-- INPUT FOR THIS TASK follows --

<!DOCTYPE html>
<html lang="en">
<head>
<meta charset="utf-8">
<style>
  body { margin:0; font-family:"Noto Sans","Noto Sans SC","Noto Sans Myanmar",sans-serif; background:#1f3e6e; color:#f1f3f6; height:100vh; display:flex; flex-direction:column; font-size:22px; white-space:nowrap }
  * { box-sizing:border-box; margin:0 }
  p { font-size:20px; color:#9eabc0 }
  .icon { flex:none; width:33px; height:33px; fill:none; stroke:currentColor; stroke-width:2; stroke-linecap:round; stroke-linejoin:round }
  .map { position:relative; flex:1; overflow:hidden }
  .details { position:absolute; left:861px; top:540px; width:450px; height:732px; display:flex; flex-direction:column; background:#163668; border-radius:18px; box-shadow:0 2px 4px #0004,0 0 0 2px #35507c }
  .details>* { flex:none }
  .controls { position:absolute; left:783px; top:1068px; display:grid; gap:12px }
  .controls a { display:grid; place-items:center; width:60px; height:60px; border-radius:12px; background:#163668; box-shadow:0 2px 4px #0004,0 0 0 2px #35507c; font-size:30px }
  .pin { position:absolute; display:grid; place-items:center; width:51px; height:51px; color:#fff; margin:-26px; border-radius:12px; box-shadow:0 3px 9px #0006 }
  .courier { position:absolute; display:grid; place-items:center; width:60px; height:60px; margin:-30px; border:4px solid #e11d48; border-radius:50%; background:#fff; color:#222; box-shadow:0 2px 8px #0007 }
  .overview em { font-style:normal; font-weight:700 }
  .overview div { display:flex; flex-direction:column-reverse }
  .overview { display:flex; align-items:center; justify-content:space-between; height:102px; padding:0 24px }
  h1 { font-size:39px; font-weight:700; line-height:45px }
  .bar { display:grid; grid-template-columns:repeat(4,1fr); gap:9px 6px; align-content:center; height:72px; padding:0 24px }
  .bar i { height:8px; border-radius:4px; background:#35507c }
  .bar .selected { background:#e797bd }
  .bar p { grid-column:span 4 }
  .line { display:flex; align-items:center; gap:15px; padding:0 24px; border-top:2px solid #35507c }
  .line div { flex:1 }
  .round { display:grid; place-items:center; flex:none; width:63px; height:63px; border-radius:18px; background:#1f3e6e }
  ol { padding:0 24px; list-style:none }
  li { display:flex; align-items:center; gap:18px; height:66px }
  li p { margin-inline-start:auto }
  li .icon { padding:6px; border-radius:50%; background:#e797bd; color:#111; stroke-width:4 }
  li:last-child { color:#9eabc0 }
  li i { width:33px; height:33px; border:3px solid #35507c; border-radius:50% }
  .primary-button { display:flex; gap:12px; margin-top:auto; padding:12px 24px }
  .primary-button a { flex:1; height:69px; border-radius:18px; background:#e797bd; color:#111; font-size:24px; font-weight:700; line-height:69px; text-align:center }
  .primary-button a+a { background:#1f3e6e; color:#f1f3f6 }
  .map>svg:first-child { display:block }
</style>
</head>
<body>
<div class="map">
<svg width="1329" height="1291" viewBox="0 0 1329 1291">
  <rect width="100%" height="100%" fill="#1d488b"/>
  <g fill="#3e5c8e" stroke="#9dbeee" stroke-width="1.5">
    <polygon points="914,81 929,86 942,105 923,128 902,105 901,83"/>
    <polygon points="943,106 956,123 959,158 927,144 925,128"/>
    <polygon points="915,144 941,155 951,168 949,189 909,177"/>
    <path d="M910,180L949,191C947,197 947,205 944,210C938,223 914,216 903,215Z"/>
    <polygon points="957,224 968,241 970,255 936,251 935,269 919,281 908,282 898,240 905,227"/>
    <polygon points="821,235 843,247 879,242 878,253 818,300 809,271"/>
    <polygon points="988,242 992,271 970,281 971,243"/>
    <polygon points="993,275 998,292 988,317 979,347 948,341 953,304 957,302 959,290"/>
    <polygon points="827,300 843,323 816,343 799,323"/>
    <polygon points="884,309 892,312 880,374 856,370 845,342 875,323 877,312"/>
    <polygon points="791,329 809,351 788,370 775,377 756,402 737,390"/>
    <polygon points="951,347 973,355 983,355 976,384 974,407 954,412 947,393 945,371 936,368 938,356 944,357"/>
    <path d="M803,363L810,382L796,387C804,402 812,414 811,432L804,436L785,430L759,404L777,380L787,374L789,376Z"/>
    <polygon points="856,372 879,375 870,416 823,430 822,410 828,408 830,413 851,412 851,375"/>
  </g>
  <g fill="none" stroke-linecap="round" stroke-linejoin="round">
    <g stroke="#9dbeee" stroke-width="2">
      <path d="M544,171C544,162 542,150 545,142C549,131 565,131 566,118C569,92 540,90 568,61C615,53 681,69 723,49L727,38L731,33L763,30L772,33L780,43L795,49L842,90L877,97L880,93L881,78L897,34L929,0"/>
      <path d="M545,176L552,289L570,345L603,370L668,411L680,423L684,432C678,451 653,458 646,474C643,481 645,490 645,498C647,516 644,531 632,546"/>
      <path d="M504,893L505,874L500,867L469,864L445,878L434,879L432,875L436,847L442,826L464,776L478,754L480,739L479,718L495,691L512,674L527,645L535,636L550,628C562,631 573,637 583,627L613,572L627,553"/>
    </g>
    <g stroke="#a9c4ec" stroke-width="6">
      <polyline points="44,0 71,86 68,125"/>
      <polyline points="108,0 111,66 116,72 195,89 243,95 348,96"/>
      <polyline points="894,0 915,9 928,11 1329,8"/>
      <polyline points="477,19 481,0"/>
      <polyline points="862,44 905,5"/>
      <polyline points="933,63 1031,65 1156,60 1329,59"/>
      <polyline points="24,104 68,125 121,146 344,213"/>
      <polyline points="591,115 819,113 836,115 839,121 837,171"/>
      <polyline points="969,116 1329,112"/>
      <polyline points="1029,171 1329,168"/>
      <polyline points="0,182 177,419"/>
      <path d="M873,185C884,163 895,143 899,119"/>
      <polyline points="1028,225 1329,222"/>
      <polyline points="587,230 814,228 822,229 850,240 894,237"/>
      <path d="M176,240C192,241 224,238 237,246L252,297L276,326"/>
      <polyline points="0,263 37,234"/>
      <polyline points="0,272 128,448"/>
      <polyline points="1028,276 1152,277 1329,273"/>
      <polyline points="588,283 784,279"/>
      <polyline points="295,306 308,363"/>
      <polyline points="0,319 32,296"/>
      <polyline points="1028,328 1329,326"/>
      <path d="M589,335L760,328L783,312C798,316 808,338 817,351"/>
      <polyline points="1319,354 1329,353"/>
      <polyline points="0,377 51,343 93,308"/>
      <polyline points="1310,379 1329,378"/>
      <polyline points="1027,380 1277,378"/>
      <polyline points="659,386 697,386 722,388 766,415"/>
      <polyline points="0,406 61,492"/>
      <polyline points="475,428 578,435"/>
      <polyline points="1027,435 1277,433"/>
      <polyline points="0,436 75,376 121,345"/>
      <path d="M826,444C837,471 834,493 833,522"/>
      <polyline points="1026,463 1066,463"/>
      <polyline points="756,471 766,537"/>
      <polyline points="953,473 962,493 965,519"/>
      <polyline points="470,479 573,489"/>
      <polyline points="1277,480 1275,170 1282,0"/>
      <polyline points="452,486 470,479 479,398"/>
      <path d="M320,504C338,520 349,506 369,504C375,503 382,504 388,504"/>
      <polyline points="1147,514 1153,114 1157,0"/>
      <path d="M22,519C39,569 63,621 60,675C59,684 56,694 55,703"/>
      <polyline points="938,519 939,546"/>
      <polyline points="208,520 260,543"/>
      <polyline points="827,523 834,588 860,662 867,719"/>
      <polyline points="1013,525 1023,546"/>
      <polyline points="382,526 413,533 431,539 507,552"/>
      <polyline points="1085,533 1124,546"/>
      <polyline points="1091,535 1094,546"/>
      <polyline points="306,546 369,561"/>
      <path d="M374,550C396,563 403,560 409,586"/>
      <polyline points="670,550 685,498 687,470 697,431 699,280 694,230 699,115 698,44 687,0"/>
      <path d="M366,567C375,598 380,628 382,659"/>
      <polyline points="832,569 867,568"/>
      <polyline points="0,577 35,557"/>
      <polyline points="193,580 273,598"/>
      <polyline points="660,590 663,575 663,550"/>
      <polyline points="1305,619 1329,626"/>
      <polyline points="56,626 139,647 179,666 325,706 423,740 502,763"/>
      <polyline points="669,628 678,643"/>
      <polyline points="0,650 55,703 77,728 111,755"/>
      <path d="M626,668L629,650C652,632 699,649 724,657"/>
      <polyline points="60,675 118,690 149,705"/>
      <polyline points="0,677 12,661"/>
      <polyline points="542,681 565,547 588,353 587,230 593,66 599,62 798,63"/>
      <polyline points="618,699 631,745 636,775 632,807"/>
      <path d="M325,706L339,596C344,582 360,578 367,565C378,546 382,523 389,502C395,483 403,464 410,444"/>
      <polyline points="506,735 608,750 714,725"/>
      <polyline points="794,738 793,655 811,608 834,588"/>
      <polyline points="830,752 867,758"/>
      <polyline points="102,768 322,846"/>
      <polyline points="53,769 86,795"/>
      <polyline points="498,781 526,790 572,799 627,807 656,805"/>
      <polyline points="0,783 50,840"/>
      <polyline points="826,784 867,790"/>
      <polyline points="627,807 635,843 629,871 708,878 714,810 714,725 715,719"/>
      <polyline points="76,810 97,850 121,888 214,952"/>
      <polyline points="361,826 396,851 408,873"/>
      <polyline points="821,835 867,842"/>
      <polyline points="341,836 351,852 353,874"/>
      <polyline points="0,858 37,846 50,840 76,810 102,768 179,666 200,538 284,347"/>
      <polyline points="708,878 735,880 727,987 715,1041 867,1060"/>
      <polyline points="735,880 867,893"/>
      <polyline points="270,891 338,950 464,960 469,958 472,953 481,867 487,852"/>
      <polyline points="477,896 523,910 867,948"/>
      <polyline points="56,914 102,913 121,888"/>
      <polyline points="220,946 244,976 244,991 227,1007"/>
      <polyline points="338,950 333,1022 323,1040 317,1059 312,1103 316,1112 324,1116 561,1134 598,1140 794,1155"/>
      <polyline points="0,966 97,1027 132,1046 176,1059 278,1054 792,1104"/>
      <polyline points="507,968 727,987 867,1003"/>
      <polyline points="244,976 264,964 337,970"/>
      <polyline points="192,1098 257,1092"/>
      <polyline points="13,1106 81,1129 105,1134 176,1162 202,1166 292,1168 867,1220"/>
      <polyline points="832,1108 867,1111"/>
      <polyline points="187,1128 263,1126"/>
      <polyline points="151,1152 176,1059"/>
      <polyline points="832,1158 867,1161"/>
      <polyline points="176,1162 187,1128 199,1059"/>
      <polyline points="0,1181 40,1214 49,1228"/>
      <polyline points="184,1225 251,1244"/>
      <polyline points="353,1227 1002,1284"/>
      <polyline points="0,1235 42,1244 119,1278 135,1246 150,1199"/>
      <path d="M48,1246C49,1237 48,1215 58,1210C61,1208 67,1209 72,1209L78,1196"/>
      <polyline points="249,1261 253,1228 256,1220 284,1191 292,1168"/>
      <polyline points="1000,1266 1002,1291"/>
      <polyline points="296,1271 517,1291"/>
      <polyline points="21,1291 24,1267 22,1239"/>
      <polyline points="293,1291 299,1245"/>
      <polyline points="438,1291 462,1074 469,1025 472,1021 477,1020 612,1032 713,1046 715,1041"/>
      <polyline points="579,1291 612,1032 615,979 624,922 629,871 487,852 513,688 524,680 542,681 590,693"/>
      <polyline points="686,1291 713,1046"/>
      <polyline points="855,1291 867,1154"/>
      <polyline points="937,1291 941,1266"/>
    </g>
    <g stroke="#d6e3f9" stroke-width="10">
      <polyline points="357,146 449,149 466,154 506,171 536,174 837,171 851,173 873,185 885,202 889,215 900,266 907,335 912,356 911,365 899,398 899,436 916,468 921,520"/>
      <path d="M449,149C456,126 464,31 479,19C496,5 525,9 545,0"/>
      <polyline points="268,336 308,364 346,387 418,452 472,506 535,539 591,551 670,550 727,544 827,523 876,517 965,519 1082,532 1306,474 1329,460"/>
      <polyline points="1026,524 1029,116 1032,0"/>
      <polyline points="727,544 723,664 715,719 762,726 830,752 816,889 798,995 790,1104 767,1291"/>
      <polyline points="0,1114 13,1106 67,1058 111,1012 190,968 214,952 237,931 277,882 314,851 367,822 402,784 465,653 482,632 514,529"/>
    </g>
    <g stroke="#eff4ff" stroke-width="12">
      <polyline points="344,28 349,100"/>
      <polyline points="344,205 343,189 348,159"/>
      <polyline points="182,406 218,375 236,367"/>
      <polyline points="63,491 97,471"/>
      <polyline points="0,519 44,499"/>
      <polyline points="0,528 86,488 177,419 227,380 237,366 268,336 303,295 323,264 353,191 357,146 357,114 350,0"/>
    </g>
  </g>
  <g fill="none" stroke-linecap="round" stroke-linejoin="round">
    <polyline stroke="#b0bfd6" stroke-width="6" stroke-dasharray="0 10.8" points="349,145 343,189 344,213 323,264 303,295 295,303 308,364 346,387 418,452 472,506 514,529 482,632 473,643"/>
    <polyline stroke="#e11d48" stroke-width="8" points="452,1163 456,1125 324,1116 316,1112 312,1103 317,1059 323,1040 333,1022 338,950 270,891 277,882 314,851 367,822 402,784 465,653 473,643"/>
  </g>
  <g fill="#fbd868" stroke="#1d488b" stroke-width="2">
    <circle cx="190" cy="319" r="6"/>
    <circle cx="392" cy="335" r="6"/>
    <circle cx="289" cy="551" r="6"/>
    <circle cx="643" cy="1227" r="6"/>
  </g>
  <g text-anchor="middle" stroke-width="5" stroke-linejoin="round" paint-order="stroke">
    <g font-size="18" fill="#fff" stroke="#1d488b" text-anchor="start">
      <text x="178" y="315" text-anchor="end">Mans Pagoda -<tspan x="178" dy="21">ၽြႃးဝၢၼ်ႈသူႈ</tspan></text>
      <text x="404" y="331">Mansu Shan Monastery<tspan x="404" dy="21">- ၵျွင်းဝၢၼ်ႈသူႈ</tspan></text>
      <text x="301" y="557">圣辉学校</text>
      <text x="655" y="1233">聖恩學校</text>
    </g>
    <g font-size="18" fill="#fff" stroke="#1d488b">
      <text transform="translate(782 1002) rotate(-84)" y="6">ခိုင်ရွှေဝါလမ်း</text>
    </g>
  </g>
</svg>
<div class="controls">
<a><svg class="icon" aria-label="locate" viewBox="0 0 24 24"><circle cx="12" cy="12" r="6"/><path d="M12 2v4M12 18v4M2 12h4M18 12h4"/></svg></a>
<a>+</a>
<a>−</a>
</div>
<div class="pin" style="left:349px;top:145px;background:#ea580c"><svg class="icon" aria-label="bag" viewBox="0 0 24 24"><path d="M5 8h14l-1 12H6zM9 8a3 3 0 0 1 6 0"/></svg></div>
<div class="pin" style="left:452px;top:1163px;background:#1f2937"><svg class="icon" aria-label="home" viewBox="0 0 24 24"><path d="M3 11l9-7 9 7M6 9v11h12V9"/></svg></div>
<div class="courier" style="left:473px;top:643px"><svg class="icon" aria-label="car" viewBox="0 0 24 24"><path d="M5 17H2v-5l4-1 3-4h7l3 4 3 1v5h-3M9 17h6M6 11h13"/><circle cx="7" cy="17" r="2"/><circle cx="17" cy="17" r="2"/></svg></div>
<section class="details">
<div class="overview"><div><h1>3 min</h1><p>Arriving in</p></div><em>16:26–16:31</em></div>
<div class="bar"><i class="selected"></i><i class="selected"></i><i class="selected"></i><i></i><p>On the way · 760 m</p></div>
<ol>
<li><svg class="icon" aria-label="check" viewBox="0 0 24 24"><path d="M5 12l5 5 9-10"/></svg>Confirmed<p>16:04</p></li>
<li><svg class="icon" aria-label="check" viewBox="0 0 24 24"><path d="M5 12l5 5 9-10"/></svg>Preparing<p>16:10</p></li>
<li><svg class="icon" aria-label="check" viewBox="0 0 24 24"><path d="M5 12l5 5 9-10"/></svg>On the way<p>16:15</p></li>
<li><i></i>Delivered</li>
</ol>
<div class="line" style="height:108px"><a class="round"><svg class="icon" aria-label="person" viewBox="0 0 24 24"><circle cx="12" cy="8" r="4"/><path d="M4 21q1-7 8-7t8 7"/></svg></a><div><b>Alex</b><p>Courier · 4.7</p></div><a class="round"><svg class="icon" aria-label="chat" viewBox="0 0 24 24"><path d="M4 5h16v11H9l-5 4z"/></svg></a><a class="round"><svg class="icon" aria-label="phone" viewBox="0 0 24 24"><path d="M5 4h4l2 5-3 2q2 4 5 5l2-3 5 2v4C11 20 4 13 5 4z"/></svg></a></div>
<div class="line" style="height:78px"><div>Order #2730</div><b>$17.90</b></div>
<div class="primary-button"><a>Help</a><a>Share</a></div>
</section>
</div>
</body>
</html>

-- INPUT FOR THIS TASK concluded --

• HOW TO COMPLETE THIS TASK:
Your answer should be one number: how many lines in the material hold the word "linejoin".

• SOLUTION TO THE PROBLEM:
4